» Action item
Work out how many lines of the data contain "Damjanich" and reply with that number alone.

Stored records:
========================

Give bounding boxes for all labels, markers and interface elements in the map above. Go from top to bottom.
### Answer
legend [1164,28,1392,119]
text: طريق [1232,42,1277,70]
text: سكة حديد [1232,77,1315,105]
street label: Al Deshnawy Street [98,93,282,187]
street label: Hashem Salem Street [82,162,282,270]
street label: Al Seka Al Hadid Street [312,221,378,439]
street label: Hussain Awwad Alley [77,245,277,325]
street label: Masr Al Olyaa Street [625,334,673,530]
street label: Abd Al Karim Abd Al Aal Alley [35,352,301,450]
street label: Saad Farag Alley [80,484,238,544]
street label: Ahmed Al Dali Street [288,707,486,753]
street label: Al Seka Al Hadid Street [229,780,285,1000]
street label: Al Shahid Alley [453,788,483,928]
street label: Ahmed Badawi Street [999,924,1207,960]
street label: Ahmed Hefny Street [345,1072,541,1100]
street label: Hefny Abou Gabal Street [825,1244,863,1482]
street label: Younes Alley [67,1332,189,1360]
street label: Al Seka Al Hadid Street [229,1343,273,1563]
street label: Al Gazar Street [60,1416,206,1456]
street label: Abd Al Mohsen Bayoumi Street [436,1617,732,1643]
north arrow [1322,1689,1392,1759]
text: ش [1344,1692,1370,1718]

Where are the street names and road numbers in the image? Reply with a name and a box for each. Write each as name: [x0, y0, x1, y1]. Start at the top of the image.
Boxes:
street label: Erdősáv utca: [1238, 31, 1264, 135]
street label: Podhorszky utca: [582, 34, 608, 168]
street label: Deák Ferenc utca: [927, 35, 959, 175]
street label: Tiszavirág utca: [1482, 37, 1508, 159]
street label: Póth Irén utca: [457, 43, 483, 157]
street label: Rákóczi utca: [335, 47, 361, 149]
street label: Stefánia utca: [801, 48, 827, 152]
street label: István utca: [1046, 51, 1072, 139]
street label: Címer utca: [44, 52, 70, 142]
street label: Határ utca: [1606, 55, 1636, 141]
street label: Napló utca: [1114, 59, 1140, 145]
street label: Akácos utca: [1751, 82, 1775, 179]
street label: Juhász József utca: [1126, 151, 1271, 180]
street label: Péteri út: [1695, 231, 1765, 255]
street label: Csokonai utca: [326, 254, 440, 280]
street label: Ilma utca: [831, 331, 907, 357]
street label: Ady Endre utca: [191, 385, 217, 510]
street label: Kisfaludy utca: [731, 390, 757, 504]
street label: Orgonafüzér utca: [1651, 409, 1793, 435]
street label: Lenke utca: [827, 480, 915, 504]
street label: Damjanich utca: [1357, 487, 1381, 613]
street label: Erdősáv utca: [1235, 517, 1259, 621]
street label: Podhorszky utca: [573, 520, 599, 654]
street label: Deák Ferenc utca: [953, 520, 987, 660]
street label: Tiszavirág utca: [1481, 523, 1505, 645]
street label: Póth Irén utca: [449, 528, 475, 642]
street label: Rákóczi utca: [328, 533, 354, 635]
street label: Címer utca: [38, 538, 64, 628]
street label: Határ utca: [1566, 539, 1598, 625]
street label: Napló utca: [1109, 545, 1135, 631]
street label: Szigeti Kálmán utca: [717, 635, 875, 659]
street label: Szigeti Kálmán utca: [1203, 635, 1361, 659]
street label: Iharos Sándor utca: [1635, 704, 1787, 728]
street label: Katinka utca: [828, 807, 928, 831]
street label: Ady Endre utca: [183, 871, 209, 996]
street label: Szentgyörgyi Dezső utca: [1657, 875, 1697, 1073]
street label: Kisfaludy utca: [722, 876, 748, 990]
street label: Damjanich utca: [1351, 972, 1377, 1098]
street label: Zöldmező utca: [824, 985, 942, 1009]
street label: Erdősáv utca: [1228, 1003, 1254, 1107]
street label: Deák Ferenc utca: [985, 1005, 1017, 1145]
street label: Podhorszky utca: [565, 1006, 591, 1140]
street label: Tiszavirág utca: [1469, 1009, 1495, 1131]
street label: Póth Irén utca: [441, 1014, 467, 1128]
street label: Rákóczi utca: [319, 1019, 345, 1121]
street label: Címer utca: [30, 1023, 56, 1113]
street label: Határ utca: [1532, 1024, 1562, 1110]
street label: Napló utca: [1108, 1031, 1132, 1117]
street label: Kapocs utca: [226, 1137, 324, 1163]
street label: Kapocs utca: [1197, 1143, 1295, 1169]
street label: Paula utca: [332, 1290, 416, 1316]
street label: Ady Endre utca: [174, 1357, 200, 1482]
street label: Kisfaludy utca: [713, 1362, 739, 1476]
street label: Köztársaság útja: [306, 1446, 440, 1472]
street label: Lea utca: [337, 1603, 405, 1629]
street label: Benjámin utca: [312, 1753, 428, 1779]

========================

» Task answer
2